• What you are asked to do:
Pictures don't belong in the copy; print all the records exactly.

^^^^^^^^

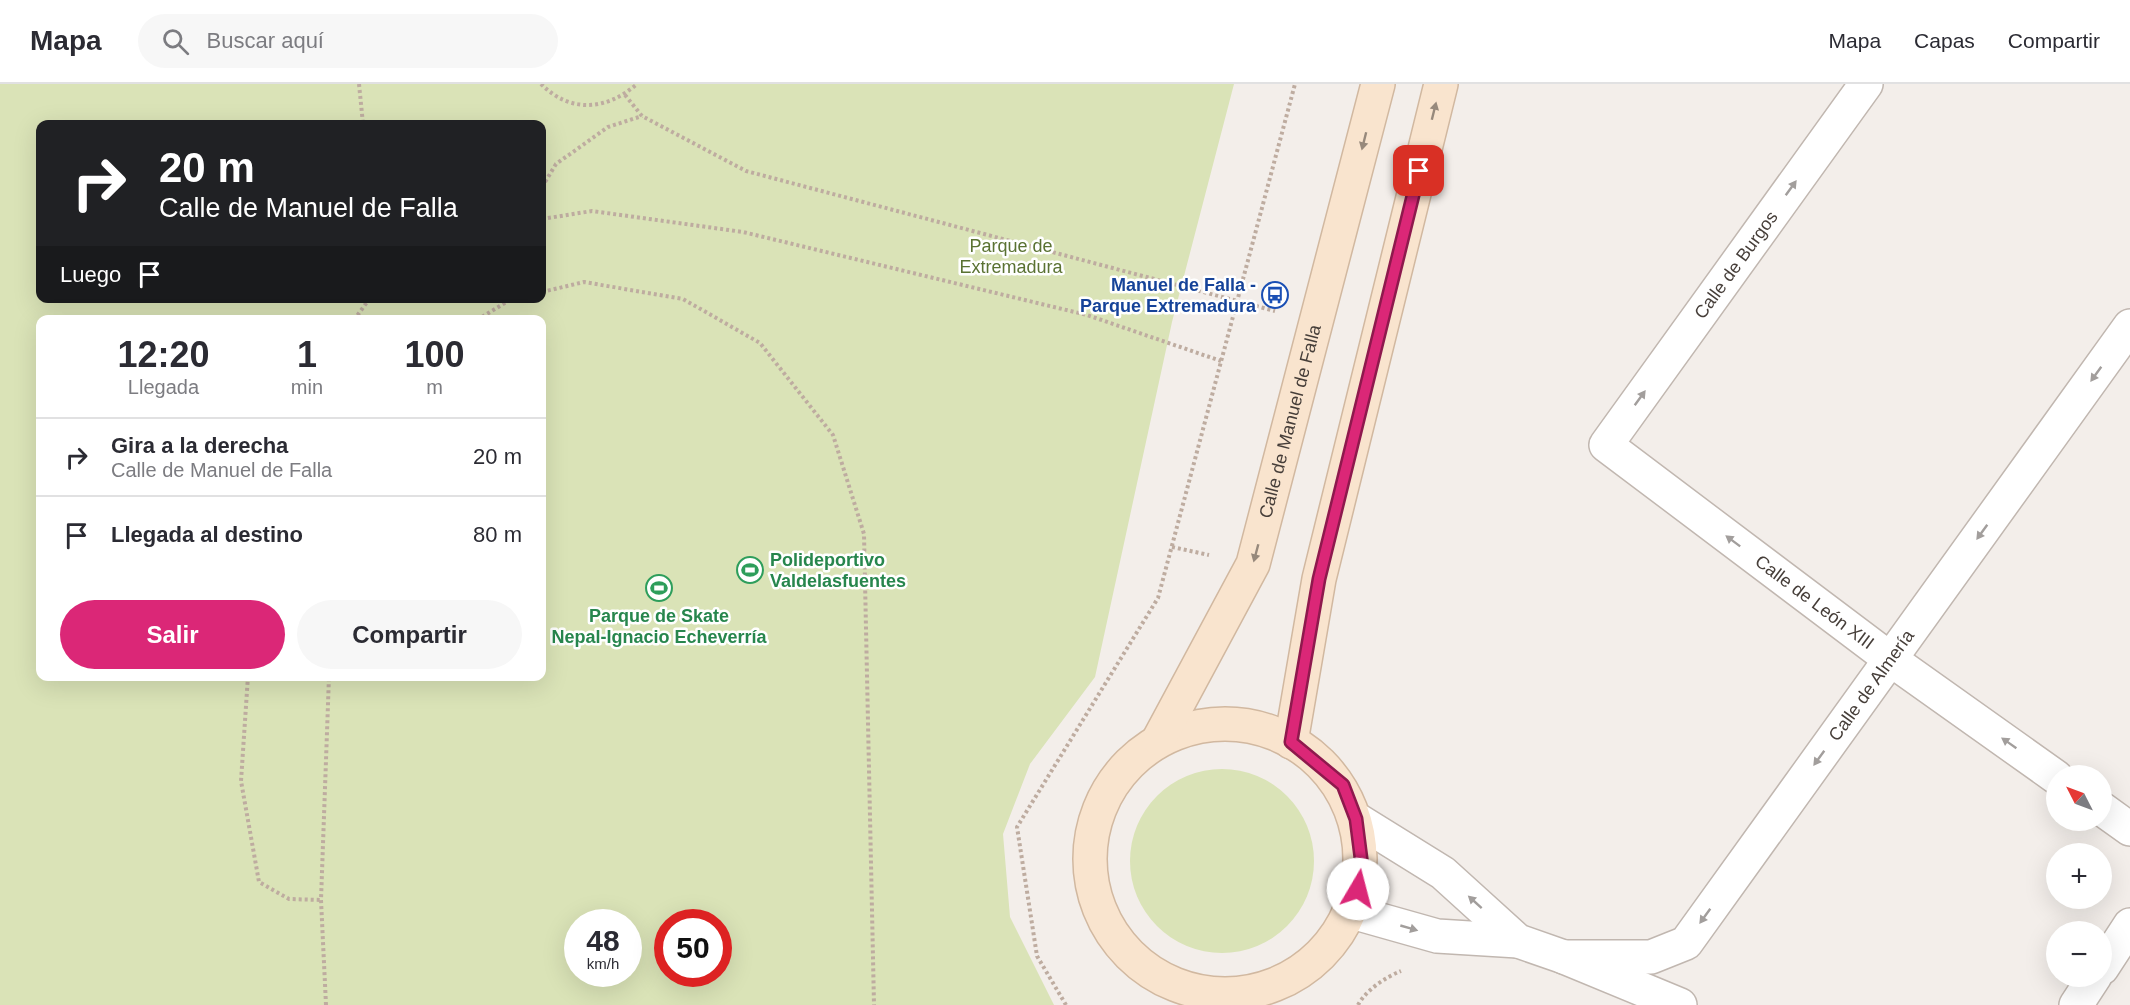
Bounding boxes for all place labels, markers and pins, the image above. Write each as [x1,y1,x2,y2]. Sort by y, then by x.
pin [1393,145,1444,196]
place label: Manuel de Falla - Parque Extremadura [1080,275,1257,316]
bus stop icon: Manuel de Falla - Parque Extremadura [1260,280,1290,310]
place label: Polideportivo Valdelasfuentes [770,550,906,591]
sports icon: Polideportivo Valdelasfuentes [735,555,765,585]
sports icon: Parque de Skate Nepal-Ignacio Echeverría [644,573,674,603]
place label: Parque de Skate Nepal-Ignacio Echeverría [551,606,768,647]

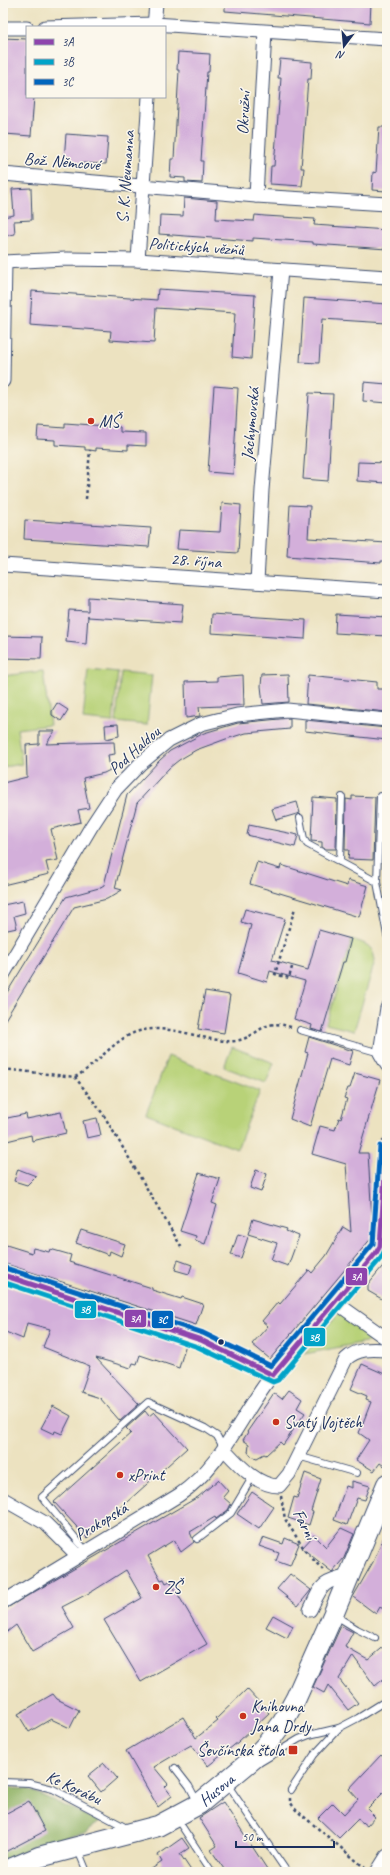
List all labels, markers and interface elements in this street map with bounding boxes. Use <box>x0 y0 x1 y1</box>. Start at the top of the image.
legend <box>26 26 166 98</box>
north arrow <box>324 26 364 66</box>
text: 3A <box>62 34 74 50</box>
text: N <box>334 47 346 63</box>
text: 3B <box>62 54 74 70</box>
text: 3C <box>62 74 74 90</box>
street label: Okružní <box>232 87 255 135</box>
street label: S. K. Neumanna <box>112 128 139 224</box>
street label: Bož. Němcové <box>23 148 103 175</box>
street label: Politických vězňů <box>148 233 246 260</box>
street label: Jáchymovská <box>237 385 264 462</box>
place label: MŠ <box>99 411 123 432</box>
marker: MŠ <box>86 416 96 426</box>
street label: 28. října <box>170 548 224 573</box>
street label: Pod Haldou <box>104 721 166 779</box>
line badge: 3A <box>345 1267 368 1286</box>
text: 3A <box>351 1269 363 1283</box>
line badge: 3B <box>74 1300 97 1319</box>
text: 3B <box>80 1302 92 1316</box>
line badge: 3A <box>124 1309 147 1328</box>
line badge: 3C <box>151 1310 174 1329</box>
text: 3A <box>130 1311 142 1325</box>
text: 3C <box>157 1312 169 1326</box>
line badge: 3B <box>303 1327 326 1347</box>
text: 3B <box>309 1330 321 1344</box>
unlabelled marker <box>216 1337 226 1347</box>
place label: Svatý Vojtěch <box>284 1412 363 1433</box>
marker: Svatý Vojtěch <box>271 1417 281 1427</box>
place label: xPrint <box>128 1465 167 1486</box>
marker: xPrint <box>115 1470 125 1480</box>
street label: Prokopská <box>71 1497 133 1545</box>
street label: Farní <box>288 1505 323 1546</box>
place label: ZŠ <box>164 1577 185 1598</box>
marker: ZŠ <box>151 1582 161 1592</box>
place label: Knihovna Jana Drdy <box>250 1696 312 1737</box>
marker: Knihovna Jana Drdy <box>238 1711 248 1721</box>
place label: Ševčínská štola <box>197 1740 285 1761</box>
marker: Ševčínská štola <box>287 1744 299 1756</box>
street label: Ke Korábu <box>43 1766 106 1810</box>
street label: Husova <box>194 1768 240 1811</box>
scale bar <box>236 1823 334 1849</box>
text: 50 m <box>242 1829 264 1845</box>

^^^^^^^^

• Solution for this problem:
Bounding boxes for all place labels, markers and pins, the image above. Write each as [x1,y1,x2,y2]. Sort by y, then by x.
pin [1393,145,1444,196]
place label: Manuel de Falla - Parque Extremadura [1080,275,1257,316]
bus stop icon: Manuel de Falla - Parque Extremadura [1260,280,1290,310]
place label: Polideportivo Valdelasfuentes [770,550,906,591]
sports icon: Polideportivo Valdelasfuentes [735,555,765,585]
sports icon: Parque de Skate Nepal-Ignacio Echeverría [644,573,674,603]
place label: Parque de Skate Nepal-Ignacio Echeverría [551,606,768,647]

List all labels, markers and interface elements in this street map with bounding boxes. Use <box>x0 y0 x1 y1</box>. Start at the top of the image.
legend <box>26 26 166 98</box>
north arrow <box>324 26 364 66</box>
text: 3A <box>62 34 74 50</box>
text: N <box>334 47 346 63</box>
text: 3B <box>62 54 74 70</box>
text: 3C <box>62 74 74 90</box>
street label: Okružní <box>232 87 255 135</box>
street label: S. K. Neumanna <box>112 128 139 224</box>
street label: Bož. Němcové <box>23 148 103 175</box>
street label: Politických vězňů <box>148 233 246 260</box>
street label: Jáchymovská <box>237 385 264 462</box>
place label: MŠ <box>99 411 123 432</box>
marker: MŠ <box>86 416 96 426</box>
street label: 28. října <box>170 548 224 573</box>
street label: Pod Haldou <box>104 721 166 779</box>
line badge: 3A <box>345 1267 368 1286</box>
text: 3A <box>351 1269 363 1283</box>
line badge: 3B <box>74 1300 97 1319</box>
text: 3B <box>80 1302 92 1316</box>
line badge: 3A <box>124 1309 147 1328</box>
line badge: 3C <box>151 1310 174 1329</box>
text: 3A <box>130 1311 142 1325</box>
text: 3C <box>157 1312 169 1326</box>
line badge: 3B <box>303 1327 326 1347</box>
text: 3B <box>309 1330 321 1344</box>
unlabelled marker <box>216 1337 226 1347</box>
place label: Svatý Vojtěch <box>284 1412 363 1433</box>
marker: Svatý Vojtěch <box>271 1417 281 1427</box>
place label: xPrint <box>128 1465 167 1486</box>
marker: xPrint <box>115 1470 125 1480</box>
street label: Prokopská <box>71 1497 133 1545</box>
street label: Farní <box>288 1505 323 1546</box>
place label: ZŠ <box>164 1577 185 1598</box>
marker: ZŠ <box>151 1582 161 1592</box>
place label: Knihovna Jana Drdy <box>250 1696 312 1737</box>
marker: Knihovna Jana Drdy <box>238 1711 248 1721</box>
place label: Ševčínská štola <box>197 1740 285 1761</box>
marker: Ševčínská štola <box>287 1744 299 1756</box>
street label: Ke Korábu <box>43 1766 106 1810</box>
street label: Husova <box>194 1768 240 1811</box>
scale bar <box>236 1823 334 1849</box>
text: 50 m <box>242 1829 264 1845</box>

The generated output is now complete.